### Working data ###

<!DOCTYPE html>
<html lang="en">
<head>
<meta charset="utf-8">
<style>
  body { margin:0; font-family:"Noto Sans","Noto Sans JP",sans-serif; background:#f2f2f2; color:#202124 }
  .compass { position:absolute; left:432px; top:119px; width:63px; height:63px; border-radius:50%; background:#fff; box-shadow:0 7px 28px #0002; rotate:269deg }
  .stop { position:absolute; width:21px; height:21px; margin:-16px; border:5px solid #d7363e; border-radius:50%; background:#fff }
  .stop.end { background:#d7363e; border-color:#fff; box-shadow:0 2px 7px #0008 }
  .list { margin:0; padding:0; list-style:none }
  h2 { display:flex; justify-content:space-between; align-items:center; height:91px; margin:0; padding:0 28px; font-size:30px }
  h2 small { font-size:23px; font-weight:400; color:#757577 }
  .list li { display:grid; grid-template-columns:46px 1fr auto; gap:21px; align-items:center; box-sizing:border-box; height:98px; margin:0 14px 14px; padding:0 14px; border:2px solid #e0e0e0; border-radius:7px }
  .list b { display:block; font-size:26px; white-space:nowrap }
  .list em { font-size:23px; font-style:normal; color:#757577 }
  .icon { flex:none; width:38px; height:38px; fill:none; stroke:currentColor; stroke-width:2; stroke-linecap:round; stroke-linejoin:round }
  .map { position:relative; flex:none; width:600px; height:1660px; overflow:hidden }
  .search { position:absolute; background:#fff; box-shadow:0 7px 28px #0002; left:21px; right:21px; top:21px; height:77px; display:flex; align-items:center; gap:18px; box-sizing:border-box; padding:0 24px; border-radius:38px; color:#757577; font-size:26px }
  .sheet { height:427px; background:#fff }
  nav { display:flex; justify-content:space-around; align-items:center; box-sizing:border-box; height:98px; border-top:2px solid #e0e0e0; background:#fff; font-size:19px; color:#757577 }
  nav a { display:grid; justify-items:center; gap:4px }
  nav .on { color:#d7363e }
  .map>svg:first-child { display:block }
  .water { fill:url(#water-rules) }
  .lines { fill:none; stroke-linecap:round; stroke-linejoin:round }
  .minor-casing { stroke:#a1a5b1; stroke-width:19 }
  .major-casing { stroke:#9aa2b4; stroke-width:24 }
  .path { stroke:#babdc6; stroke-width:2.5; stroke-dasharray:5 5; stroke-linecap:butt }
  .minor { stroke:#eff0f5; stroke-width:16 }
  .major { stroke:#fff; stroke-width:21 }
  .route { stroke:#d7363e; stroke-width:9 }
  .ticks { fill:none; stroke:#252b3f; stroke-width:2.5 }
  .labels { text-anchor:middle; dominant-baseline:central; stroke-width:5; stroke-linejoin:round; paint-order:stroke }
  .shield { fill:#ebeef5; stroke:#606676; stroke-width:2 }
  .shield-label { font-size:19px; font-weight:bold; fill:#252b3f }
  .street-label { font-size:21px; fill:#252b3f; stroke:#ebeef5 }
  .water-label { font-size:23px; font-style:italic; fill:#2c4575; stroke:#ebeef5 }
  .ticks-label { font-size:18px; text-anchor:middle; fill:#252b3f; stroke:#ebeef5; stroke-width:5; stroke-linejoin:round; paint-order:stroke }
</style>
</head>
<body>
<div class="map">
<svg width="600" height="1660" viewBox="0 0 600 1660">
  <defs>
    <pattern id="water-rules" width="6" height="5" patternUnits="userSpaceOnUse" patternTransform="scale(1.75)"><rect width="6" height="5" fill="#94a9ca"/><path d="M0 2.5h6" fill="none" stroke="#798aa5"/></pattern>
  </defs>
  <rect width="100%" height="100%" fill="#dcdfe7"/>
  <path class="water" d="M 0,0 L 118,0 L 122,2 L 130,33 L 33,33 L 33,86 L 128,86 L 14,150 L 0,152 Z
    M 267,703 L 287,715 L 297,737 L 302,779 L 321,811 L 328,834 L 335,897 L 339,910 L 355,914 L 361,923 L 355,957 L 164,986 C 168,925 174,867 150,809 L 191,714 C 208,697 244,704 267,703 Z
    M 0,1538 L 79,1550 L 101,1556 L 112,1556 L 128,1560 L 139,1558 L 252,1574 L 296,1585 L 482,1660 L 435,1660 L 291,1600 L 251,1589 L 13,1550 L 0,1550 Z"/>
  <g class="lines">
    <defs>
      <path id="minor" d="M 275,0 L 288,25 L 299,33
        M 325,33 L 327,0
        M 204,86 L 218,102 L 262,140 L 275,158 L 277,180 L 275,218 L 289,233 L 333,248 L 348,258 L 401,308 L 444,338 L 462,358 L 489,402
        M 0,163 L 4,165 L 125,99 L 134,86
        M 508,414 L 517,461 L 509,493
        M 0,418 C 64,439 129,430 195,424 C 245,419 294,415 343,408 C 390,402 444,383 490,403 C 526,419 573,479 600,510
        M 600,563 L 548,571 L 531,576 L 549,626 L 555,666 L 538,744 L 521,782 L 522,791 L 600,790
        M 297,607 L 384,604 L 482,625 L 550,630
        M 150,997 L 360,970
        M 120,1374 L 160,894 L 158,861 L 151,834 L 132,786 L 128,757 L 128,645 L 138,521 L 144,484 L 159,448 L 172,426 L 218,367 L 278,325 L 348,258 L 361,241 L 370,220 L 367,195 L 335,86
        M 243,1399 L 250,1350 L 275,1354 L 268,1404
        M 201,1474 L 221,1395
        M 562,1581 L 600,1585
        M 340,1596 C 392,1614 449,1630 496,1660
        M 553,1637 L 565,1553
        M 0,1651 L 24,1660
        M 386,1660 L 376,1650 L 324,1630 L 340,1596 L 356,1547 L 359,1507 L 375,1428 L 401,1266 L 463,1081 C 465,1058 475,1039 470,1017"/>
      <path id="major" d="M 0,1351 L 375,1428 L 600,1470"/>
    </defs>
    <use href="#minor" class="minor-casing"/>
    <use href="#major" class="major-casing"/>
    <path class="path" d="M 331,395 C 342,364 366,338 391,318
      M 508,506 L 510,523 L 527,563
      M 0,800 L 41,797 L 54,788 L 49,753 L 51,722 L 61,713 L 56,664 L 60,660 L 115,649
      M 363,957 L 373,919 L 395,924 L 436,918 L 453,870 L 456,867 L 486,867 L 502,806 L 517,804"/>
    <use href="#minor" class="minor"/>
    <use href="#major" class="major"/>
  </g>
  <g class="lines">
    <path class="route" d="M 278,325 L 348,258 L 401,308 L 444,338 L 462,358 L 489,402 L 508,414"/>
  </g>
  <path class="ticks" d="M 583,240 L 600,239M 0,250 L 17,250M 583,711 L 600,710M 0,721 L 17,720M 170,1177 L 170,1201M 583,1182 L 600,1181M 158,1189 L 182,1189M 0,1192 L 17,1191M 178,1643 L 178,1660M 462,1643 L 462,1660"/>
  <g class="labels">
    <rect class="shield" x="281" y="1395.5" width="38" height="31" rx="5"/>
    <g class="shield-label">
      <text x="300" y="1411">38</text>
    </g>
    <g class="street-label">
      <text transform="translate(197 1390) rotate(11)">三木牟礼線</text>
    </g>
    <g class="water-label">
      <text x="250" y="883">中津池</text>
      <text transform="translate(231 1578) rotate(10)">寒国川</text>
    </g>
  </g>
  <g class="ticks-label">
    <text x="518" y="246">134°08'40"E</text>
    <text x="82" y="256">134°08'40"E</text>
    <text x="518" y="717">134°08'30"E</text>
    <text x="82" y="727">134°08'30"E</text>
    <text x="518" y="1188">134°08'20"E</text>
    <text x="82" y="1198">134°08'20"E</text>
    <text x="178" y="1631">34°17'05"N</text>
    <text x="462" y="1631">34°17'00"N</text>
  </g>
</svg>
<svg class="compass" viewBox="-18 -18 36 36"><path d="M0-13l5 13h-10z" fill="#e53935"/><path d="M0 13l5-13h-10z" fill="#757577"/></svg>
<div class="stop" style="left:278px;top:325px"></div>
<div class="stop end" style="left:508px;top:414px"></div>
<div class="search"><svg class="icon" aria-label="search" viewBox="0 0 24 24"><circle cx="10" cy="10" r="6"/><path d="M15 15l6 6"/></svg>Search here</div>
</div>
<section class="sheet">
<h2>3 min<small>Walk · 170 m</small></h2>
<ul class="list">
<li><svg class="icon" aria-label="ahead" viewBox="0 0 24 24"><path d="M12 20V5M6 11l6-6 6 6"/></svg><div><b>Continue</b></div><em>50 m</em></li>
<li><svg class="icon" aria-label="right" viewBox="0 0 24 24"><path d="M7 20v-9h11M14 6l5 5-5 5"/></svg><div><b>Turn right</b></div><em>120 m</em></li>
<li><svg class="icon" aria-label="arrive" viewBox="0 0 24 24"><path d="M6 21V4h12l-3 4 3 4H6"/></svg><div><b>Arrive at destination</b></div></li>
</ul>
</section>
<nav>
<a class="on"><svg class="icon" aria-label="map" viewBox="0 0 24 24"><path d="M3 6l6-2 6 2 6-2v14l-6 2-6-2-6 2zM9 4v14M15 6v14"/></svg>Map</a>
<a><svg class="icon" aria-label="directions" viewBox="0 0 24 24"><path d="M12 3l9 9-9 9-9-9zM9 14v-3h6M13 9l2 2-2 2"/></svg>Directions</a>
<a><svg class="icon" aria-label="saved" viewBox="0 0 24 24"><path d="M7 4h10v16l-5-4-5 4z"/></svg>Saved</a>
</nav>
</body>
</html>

###

- _Exercise brief_
Would you copy out exactly the lines above that start at the one containing "position:absolute; left:432px; top:119px;" and end at the one containing "margin:0; padding:0; list-style:none", inclusive?

- _Response_
  .compass { position:absolute; left:432px; top:119px; width:63px; height:63px; border-radius:50%; background:#fff; box-shadow:0 7px 28px #0002; rotate:269deg }
  .stop { position:absolute; width:21px; height:21px; margin:-16px; border:5px solid #d7363e; border-radius:50%; background:#fff }
  .stop.end { background:#d7363e; border-color:#fff; box-shadow:0 2px 7px #0008 }
  .list { margin:0; padding:0; list-style:none }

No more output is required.